◆ EXERCISE
Each line of the data below that includes the string "name" must be copied.

________________________________________

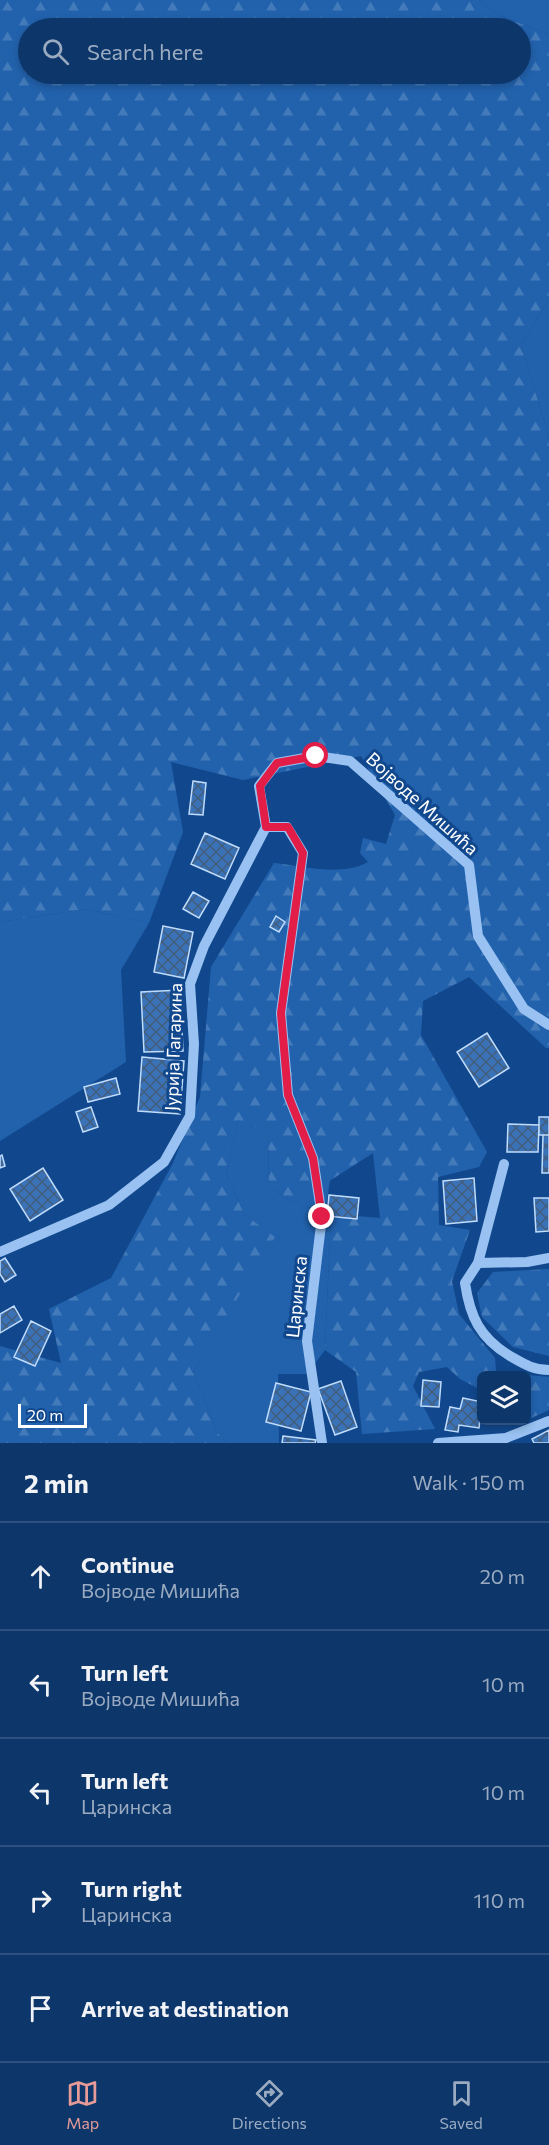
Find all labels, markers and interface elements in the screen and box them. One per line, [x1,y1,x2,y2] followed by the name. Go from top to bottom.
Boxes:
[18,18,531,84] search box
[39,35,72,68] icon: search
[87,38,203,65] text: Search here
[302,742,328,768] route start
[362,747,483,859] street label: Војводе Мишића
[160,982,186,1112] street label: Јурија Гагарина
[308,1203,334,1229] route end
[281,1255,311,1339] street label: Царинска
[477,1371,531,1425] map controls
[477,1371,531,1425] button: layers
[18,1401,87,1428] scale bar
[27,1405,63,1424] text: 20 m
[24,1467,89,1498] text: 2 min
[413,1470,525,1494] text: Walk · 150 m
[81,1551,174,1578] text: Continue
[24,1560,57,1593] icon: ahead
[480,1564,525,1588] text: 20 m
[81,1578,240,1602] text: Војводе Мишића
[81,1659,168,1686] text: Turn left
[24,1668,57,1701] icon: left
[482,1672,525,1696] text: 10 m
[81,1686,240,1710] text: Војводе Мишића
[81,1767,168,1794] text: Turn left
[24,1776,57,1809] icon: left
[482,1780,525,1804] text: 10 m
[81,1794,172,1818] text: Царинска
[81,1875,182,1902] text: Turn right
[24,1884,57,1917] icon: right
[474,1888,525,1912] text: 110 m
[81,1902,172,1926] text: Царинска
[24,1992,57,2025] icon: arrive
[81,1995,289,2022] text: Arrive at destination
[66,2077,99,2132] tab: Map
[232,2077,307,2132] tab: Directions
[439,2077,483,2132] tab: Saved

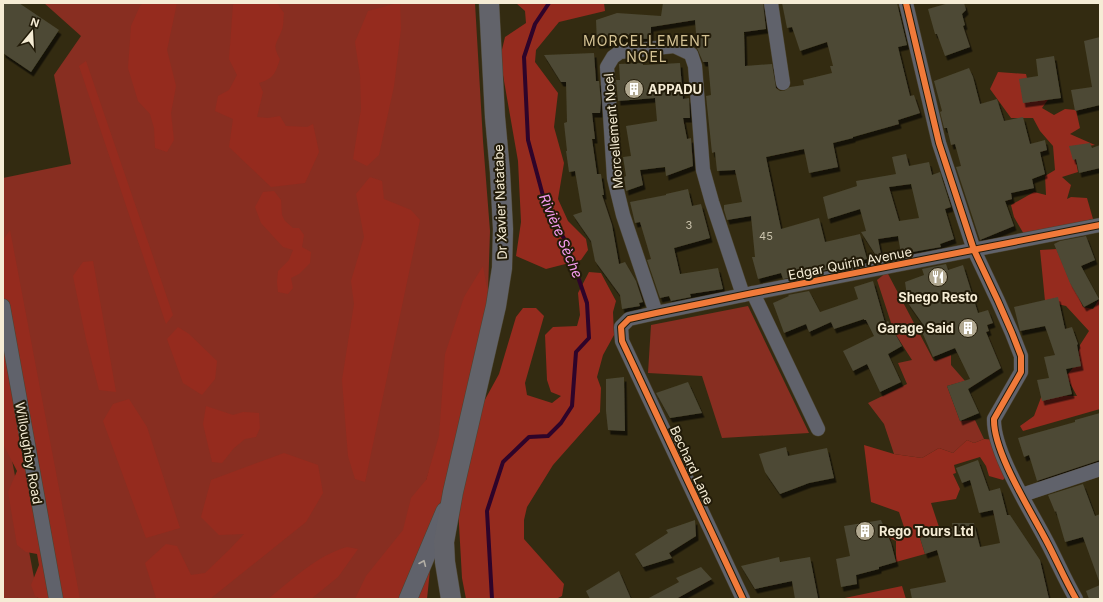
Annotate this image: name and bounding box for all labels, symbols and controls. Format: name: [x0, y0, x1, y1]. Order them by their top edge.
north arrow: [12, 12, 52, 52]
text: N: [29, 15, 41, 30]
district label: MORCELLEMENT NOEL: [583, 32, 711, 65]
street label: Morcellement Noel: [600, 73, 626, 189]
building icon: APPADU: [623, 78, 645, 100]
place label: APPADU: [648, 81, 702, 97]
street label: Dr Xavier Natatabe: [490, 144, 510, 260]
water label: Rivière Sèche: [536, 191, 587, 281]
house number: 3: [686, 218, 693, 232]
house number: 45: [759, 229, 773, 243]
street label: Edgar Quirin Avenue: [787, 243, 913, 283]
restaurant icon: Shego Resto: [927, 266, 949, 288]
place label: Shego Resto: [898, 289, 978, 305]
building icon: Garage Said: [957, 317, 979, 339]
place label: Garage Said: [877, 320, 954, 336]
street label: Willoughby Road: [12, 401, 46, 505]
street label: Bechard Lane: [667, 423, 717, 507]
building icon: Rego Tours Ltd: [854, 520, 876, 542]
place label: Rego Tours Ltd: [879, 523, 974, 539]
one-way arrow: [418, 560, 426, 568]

________________________________________

◆ EXERCISE RESULT
Find all labels, markers and interface elements in the screen and box them. One per line, [x1,y1,x2,y2] followed by the name. Go from top to bottom.
Annotate this image: name and bounding box for all labels, symbols and controls. Format: name: [x0, y0, x1, y1]. Order them by their top edge.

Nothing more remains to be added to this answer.